-- Stored items --
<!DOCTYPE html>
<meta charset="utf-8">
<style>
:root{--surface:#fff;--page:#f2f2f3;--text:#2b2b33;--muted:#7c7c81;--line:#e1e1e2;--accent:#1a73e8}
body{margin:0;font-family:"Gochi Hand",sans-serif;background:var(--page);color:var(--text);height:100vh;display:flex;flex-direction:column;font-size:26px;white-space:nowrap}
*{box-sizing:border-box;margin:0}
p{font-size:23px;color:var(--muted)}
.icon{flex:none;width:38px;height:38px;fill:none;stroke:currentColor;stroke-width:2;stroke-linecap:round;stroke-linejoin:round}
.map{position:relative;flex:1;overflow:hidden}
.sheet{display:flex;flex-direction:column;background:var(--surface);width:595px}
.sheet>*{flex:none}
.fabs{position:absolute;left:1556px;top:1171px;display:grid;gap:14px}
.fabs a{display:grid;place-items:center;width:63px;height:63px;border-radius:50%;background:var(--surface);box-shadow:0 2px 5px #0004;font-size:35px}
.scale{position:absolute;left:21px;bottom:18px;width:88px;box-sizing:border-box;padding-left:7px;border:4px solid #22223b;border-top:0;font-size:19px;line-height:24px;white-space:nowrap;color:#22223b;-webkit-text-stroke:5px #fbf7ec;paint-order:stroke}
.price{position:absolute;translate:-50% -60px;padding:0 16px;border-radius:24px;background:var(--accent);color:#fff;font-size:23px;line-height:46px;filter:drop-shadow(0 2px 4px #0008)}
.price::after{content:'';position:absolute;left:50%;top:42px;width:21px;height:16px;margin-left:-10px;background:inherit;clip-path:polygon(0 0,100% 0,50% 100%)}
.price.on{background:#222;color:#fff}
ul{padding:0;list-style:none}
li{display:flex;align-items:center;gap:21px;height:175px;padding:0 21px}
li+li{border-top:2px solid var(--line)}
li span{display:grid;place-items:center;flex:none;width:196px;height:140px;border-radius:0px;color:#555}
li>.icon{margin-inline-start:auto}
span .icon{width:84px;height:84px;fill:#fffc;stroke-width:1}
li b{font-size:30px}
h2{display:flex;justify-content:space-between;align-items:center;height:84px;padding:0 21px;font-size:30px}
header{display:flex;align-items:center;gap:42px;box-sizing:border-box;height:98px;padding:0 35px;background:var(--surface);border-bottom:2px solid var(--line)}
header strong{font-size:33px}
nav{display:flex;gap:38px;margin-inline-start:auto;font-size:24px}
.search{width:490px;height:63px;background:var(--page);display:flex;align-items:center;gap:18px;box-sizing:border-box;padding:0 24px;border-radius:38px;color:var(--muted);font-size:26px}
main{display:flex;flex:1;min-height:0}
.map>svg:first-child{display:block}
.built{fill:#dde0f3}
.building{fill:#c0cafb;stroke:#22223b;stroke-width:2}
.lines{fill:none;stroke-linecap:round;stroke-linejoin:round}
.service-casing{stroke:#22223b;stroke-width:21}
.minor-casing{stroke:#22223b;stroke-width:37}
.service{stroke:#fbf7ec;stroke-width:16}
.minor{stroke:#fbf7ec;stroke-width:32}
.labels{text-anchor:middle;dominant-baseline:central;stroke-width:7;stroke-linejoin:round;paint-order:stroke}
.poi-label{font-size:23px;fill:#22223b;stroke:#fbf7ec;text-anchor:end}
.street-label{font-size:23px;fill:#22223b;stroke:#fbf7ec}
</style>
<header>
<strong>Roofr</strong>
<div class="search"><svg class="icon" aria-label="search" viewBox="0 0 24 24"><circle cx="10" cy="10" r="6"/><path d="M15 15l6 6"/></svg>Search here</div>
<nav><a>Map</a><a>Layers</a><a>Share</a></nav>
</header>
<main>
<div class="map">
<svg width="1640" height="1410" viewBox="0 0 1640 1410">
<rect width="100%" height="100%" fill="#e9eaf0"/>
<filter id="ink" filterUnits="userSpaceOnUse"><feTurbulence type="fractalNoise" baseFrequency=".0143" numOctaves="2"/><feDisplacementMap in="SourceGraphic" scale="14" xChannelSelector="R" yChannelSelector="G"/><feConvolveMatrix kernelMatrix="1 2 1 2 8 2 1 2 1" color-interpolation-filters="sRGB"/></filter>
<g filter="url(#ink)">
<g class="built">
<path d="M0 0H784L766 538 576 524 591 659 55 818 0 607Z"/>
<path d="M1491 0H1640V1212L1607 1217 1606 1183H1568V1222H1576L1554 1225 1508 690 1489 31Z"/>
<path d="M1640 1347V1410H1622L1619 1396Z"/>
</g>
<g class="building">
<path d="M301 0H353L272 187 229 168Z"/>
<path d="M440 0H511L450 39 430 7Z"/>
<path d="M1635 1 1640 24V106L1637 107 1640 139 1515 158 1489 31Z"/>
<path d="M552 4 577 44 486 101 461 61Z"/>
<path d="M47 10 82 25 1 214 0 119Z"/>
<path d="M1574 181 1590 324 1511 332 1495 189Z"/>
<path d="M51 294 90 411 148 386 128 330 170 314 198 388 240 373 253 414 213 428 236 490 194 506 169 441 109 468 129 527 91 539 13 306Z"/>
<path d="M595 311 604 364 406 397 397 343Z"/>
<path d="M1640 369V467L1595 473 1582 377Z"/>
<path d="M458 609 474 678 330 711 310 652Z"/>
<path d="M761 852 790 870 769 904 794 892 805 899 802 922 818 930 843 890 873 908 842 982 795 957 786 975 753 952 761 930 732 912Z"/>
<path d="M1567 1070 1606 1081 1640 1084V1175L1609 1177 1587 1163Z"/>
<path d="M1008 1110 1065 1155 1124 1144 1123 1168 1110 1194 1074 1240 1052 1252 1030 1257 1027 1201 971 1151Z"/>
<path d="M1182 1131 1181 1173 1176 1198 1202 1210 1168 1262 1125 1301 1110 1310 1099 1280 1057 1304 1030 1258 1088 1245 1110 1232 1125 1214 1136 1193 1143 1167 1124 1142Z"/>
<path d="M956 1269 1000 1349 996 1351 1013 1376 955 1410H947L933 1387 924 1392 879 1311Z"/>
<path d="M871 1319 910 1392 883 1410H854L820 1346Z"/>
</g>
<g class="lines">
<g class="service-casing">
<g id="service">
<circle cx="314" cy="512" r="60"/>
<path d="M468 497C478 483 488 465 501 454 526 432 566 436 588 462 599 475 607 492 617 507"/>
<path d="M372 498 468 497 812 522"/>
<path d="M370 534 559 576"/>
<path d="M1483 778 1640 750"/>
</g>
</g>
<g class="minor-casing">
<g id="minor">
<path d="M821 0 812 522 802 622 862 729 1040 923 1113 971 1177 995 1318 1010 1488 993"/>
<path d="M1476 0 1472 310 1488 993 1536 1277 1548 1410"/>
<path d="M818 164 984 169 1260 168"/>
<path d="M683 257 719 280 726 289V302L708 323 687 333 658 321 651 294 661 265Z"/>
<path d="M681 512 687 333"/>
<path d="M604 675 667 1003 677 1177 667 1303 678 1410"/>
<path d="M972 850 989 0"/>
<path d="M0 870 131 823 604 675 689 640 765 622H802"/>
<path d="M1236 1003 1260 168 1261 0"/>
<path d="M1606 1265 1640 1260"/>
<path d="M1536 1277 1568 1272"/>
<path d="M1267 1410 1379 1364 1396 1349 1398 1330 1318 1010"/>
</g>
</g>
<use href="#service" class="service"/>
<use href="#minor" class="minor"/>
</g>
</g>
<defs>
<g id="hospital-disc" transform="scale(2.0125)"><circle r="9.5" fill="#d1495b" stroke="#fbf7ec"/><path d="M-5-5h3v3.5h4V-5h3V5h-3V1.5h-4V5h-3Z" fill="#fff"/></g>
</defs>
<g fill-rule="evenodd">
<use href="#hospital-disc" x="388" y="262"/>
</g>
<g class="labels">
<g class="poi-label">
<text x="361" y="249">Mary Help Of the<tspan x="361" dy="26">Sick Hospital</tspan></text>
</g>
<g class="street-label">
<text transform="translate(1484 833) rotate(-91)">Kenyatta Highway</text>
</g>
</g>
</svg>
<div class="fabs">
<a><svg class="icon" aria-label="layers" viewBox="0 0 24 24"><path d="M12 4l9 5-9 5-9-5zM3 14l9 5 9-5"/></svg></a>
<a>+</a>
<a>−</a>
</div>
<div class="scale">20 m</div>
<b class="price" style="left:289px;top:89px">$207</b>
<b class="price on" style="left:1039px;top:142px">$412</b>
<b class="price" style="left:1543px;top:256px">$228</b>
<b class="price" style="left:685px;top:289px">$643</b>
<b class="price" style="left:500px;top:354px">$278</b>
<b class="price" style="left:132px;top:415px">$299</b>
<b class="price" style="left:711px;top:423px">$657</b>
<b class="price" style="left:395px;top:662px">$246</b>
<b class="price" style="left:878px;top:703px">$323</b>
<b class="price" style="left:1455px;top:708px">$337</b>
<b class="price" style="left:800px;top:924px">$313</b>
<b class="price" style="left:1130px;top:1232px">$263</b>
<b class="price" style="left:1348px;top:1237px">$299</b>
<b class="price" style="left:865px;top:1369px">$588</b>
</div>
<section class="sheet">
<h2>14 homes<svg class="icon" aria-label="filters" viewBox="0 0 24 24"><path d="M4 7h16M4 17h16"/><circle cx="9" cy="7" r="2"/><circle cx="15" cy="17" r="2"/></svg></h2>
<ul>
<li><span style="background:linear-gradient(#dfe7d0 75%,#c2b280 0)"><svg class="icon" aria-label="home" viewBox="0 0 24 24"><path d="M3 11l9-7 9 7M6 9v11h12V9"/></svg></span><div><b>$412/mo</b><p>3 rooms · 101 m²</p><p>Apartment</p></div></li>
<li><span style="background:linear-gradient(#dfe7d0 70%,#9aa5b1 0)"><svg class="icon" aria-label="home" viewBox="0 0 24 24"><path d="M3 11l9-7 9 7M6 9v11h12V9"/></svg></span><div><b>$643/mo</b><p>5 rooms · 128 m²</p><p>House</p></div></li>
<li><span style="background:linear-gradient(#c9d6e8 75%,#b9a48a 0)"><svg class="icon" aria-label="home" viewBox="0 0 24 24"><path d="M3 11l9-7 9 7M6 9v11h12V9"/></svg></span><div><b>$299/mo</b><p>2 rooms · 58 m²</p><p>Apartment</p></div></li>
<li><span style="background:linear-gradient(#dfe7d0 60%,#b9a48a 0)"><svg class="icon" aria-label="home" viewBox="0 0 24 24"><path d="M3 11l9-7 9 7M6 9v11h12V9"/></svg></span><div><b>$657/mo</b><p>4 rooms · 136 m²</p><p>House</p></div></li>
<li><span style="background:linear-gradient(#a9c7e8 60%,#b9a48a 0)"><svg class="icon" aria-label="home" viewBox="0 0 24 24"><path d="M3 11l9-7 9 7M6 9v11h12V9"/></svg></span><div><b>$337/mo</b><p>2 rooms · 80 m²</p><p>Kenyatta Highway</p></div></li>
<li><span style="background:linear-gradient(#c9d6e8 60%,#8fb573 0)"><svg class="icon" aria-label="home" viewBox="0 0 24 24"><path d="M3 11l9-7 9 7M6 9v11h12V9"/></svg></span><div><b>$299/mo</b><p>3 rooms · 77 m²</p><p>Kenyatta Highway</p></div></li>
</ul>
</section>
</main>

-- Work required --
Show, from the records above, every line that includes "fabs".

-- Task result --
.fabs{position:absolute;left:1556px;top:1171px;display:grid;gap:14px}
.fabs a{display:grid;place-items:center;width:63px;height:63px;border-radius:50%;background:var(--surface);box-shadow:0 2px 5px #0004;font-size:35px}
<div class="fabs">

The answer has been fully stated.